Un naturaliste qui a eu le malheur d’entreprendre la description d’un groupe d’organismes très variables (je parle par expérience) a rencontré des cas précisément analogues à celui de l’homme ; s’il est prudent, il finit par réunir en une espèce unique toutes les formes qui se confondent les unes avec les autres, car il ne se reconnaît pas le droit de donner des noms à des organismes qu’il ne peut pas définir. Certaines difficultés de cette nature se présentent dans l’ordre qui comprend l’homme, c’est-à-dire pour certains genres de singes, tandis que, chez d’autres genres, comme le Cercopithèque, la plupart des espèces se laissent déterminer avec certitude. Quelques naturalistes affirment que les diverses formes du genre américain Cebus constituent des espèces, d’autres considèrent ces formes comme des races géographiques. Or, si, après avoir recueilli de nombreux Cebus dans toutes les parties de l’Amérique du Sud, on constatait que des formes qui, actuellement, paraissent spécifiquement distinctes se confondent les unes avec les autres, on ne manquerait pas de les considérer comme de simples variétés ou de simples races ; c’est ainsi qu’ont agi la plupart des naturalistes pour les races humaines. Il faut avouer, cependant, qu’il y a, tout au moins dans le règne végétal[2], des formes que nous ne pouvons éviter de qualifier d’espèces, bien qu’elles soient reliées les unes aux autres, en dehors de tout entre-croisement, par d’innombrables gradations.

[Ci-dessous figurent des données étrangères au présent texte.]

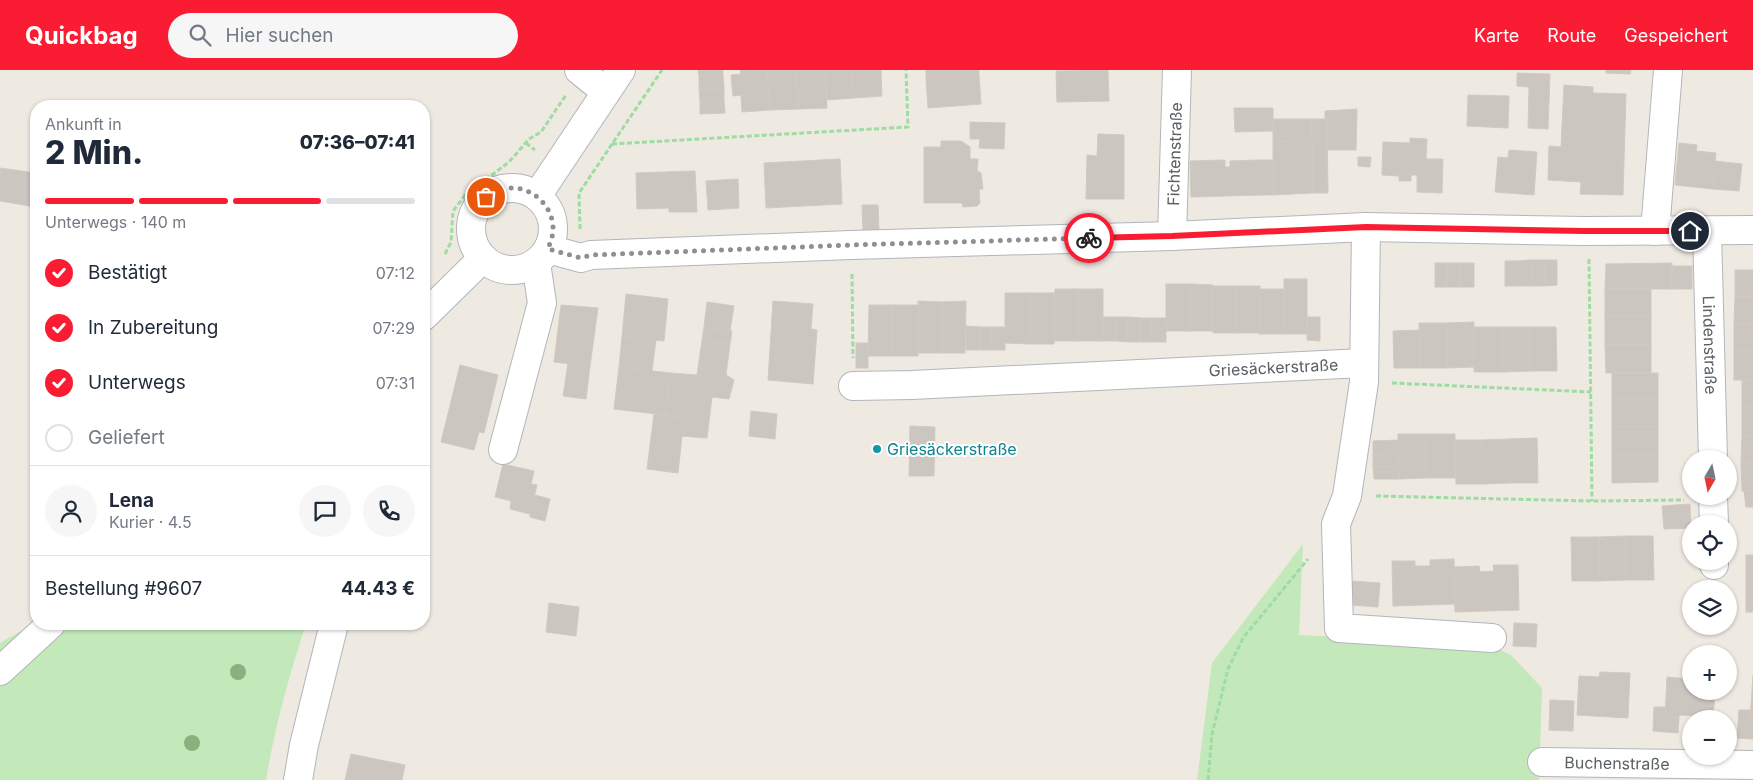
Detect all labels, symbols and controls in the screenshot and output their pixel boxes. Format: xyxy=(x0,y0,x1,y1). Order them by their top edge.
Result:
search box xyxy=(168,13,518,58)
text: Quickbag xyxy=(25,21,138,50)
icon: search xyxy=(186,21,214,49)
text: Hier suchen xyxy=(226,24,334,47)
text: Karte xyxy=(1474,25,1519,46)
text: Route xyxy=(1547,25,1596,46)
text: Gespeichert xyxy=(1624,25,1728,46)
street label: Fichtenstraße xyxy=(1163,102,1186,206)
text: Ankunft in xyxy=(45,114,122,134)
text: 07:36–07:41 xyxy=(300,131,415,154)
text: 2 Min. xyxy=(45,133,143,172)
pin xyxy=(465,176,507,218)
icon: bag xyxy=(472,183,500,211)
pin xyxy=(1669,210,1711,252)
text: Unterwegs · 140 m xyxy=(45,212,186,232)
courier xyxy=(1064,213,1114,263)
icon: home xyxy=(1676,217,1704,245)
icon: bike xyxy=(1075,224,1103,252)
icon: check xyxy=(45,259,73,287)
text: Bestätigt xyxy=(88,261,167,284)
text: 07:12 xyxy=(376,263,415,283)
street label: Lindenstraße xyxy=(1699,295,1721,395)
icon: check xyxy=(45,314,73,342)
text: In Zubereitung xyxy=(88,316,218,339)
text: 07:29 xyxy=(372,318,415,338)
street label: Griesäckerstraße xyxy=(1208,354,1339,381)
icon: check xyxy=(45,369,73,397)
text: Unterwegs xyxy=(88,371,186,394)
text: 07:31 xyxy=(376,373,415,393)
text: Geliefert xyxy=(88,426,165,449)
place label: Griesäckerstraße xyxy=(887,439,1017,459)
marker: Griesäckerstraße xyxy=(871,443,883,455)
north arrow xyxy=(1682,450,1738,505)
map controls xyxy=(1682,450,1737,765)
button: person xyxy=(45,485,97,537)
button: chat xyxy=(299,485,351,537)
button: phone xyxy=(363,485,415,537)
text: Lena xyxy=(109,489,154,512)
text: Kurier · 4.5 xyxy=(109,512,192,532)
button: locate xyxy=(1682,515,1737,570)
text: Bestellung #9607 xyxy=(45,577,202,600)
text: 44.43 € xyxy=(341,577,415,600)
button: layers xyxy=(1682,580,1737,635)
button: + xyxy=(1682,645,1737,700)
button: − xyxy=(1682,710,1737,765)
street label: Buchenstraße xyxy=(1564,752,1670,774)

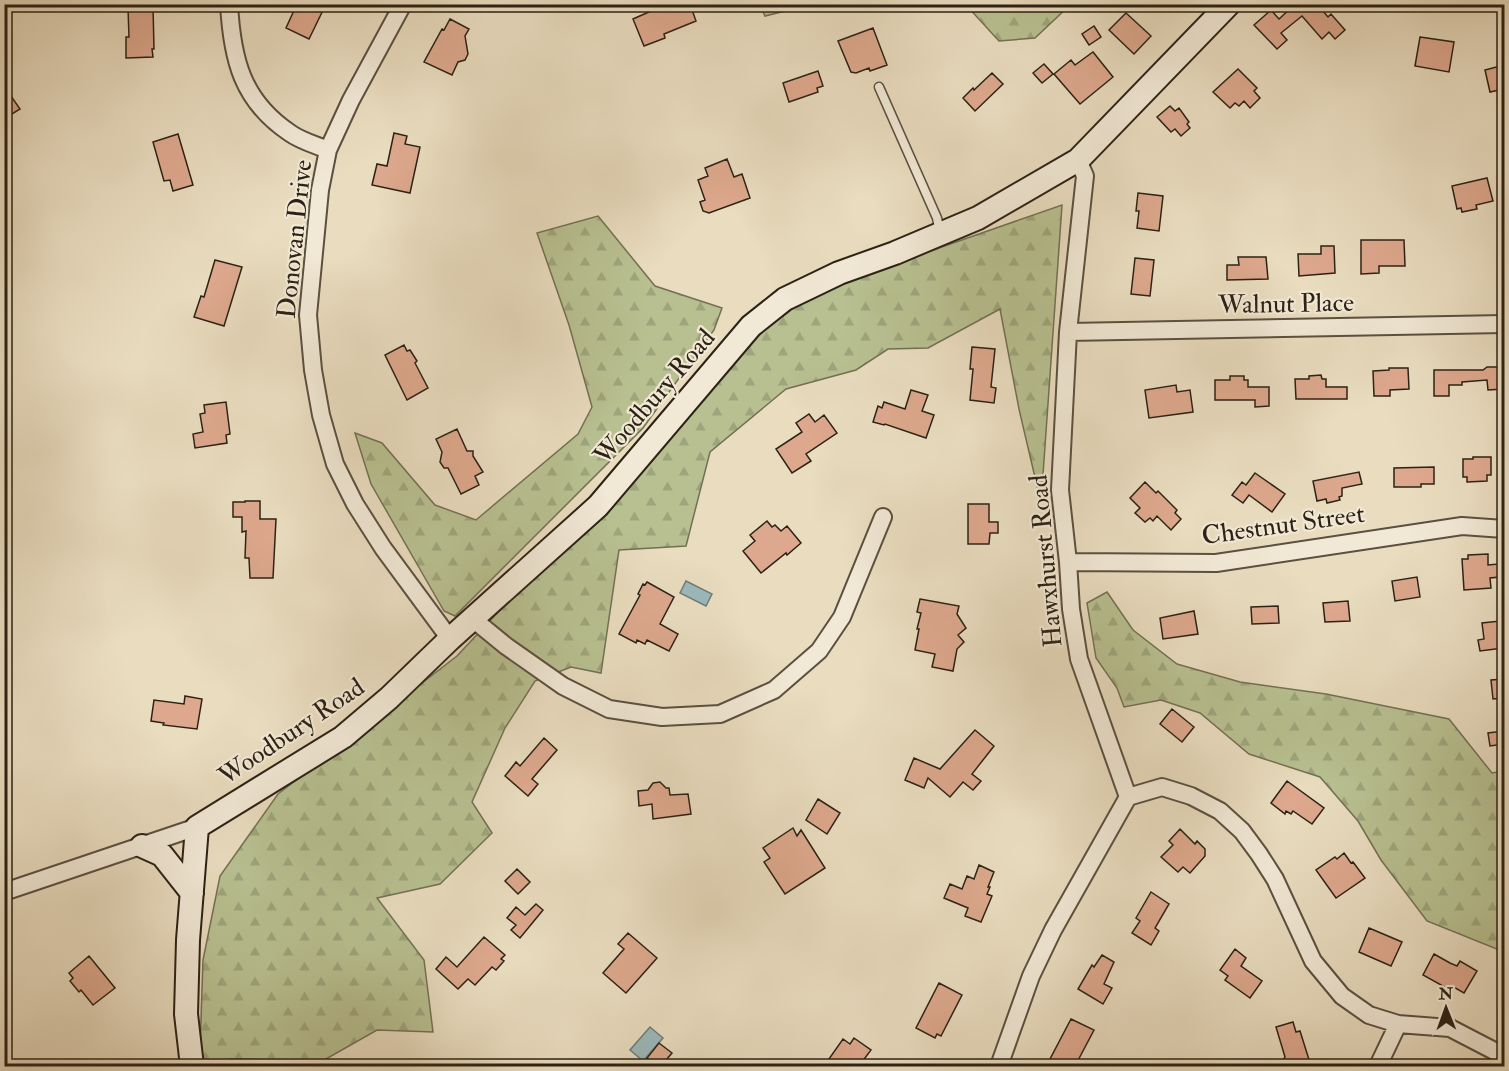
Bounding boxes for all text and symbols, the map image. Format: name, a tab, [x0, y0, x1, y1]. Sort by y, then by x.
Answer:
street label: Donovan Drive	[271, 158, 319, 320]
street label: Walnut Place	[1217, 287, 1354, 321]
street label: Woodbury Road	[587, 322, 722, 472]
street label: Hawxhurst Road	[1022, 473, 1069, 649]
street label: Chestnut Street	[1200, 498, 1367, 552]
street label: Woodbury Road	[212, 671, 371, 793]
north arrow	[1416, 978, 1476, 1038]
text: N	[1437, 984, 1454, 1004]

Quelques naturalistes ont récemment employé le terme « sous-espèce » pour désigner des formes qui possèdent plusieurs caractères qui dénotent ordinairement les espèces véritables, sans mériter, cependant, un rang aussi élevé. Or, si, d’une part, les raisons importantes que nous avons énumérées ci-dessus paraissent justifier l’élévation des races humaines à la dignité d’espèces, nous

  1. Ce sujet est fort bien discuté dans Waitz (Introduction à l’Anthropologie). J’ai emprunté quelques-uns de ces renseignements à H. Tuttle, Origin and Antiquity of Physical Man, Boston, 1866, p. 35.
  2. Plusieurs cas frappants ont été décrits par le professeur Nägeli dans ses Botanische Mittheilungen, vol. II, 1866, p. 294-369. Le professeur Asa Gray a fait des remarques analogues sur quelques formes intermédiaires chez les Composées de l’Amérique du Nord.